• _The problem_
Filter the data below, keeping only lines that contain "scale".

• _Data_
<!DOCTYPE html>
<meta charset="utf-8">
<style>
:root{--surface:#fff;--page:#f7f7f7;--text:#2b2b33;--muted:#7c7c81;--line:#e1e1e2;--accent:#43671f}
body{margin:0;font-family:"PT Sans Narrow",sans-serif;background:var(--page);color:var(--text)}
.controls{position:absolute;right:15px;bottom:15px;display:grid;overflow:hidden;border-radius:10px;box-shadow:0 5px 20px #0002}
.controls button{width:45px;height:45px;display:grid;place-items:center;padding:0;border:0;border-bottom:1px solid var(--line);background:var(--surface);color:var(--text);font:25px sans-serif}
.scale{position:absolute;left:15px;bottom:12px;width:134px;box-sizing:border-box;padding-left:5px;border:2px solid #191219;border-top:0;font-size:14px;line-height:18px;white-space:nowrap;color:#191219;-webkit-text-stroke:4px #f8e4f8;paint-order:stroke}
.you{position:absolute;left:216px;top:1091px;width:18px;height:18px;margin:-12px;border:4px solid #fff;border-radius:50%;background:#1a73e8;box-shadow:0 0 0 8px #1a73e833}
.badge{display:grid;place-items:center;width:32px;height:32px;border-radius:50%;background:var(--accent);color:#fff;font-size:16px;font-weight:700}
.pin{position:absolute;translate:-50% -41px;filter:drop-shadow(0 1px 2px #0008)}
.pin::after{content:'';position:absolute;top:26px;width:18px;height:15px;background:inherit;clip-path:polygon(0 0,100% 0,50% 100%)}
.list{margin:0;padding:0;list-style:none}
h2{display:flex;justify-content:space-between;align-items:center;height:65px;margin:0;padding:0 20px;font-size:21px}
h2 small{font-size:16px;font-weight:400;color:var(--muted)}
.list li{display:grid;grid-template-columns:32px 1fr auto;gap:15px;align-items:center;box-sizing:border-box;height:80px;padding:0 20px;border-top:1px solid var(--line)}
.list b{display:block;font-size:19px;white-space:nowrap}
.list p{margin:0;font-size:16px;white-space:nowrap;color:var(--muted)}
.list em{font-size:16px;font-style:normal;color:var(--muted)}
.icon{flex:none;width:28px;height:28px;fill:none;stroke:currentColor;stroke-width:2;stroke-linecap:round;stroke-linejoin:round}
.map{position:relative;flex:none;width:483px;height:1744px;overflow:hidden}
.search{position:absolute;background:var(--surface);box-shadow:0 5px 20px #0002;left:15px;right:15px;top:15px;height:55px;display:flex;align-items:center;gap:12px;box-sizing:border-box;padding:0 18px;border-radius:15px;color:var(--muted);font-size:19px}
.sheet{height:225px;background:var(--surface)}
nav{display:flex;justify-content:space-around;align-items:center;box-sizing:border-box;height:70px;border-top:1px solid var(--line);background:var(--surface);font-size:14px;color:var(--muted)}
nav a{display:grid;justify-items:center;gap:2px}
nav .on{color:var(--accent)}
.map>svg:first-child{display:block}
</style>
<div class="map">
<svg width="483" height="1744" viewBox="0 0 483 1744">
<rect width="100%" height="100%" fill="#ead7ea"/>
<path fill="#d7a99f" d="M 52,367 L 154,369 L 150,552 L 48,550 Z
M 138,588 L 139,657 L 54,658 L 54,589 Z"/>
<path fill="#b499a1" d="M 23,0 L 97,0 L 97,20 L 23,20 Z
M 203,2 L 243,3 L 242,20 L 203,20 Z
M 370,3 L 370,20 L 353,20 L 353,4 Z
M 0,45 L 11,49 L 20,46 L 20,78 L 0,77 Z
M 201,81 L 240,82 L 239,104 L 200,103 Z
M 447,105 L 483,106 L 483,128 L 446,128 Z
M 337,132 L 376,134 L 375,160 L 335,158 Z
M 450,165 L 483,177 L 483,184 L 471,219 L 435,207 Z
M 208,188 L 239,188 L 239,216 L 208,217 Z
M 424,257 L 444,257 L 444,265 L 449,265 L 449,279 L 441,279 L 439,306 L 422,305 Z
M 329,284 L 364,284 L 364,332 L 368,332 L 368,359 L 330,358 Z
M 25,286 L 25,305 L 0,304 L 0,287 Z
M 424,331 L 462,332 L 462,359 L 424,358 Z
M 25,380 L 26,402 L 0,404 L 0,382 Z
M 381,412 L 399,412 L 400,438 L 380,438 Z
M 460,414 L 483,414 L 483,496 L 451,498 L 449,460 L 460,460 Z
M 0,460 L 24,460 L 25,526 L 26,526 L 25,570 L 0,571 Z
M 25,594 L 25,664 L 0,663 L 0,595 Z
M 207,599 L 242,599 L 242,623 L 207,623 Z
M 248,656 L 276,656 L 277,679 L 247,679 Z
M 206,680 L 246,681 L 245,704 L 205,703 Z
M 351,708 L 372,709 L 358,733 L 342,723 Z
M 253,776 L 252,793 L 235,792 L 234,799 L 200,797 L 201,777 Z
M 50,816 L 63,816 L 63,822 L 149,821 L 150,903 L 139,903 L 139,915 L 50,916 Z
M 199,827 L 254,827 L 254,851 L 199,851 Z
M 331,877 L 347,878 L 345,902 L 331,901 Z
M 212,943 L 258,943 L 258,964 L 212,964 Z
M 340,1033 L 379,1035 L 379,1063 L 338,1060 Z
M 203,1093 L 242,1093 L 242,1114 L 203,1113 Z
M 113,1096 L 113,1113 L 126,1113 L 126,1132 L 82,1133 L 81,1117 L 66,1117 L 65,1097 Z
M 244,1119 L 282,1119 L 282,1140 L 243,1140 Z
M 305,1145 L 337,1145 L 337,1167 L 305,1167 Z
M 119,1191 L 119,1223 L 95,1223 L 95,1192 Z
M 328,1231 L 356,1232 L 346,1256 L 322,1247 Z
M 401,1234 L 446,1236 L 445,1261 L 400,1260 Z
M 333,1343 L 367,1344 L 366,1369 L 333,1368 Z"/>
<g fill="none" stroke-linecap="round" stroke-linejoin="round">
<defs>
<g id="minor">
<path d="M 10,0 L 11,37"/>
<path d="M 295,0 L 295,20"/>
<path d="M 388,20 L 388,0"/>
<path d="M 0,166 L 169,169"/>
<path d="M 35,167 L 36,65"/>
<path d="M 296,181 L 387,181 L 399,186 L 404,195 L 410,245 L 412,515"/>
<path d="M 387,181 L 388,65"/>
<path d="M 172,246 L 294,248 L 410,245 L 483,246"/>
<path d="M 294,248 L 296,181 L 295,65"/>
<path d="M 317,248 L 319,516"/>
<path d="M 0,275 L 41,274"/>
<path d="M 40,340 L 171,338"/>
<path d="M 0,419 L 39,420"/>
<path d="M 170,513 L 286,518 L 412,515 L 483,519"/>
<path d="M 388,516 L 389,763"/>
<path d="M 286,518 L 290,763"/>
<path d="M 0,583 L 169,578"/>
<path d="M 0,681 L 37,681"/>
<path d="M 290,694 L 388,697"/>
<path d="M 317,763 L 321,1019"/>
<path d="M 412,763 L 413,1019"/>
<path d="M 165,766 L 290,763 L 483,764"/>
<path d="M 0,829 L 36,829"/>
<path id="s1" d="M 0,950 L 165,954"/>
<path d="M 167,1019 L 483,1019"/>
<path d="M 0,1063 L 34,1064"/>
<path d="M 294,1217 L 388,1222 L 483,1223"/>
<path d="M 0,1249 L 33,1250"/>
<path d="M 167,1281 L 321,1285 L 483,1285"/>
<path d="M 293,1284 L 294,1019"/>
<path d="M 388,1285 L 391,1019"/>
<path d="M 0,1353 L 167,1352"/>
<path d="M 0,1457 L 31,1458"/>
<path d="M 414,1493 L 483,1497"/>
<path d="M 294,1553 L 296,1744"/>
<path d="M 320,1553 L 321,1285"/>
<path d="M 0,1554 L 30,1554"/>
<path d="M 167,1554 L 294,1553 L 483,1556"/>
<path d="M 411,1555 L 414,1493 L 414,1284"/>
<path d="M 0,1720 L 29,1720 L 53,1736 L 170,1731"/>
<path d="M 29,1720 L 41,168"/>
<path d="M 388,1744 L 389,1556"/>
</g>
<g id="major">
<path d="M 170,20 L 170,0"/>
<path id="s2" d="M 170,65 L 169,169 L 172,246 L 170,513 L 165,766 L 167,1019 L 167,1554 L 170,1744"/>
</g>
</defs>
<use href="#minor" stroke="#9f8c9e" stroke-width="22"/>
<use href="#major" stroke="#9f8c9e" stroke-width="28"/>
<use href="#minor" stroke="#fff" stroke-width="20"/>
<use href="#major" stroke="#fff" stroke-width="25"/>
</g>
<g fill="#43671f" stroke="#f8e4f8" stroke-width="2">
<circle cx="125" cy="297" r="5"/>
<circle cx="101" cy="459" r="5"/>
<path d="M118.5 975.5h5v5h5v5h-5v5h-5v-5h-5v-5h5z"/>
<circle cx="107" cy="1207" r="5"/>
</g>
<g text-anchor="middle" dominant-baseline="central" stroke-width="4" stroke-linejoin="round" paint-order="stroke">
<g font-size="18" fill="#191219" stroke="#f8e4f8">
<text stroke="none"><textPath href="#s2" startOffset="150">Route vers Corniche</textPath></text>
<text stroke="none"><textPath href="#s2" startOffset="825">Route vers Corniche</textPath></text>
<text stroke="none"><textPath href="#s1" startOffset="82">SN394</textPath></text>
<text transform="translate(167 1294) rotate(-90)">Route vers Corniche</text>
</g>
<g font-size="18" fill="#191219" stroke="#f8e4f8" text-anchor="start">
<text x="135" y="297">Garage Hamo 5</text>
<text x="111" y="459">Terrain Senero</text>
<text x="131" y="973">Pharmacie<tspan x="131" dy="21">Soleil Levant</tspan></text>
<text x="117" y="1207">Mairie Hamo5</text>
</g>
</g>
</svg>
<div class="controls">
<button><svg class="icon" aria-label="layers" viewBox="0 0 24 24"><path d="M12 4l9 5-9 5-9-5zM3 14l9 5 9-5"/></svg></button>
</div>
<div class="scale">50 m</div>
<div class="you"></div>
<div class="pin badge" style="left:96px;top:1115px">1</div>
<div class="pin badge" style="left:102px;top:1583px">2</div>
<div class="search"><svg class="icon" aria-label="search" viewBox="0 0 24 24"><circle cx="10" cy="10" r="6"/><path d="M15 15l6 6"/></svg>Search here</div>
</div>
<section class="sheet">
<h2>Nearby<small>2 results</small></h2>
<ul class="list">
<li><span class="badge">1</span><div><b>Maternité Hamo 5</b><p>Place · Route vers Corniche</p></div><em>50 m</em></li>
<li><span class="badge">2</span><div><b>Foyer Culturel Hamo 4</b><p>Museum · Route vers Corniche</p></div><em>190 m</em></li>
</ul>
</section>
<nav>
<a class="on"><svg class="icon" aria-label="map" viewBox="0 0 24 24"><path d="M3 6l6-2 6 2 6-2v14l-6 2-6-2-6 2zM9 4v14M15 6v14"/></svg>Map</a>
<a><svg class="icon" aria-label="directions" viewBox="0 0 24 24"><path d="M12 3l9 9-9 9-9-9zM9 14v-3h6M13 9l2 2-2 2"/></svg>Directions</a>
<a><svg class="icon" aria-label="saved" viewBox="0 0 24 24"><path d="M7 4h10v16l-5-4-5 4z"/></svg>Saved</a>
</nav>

• _Response to the exercise_
.scale{position:absolute;left:15px;bottom:12px;width:134px;box-sizing:border-box;padding-left:5px;border:2px solid #191219;border-top:0;font-size:14px;line-height:18px;white-space:nowrap;color:#191219;-webkit-text-stroke:4px #f8e4f8;paint-order:stroke}
<div class="scale">50 m</div>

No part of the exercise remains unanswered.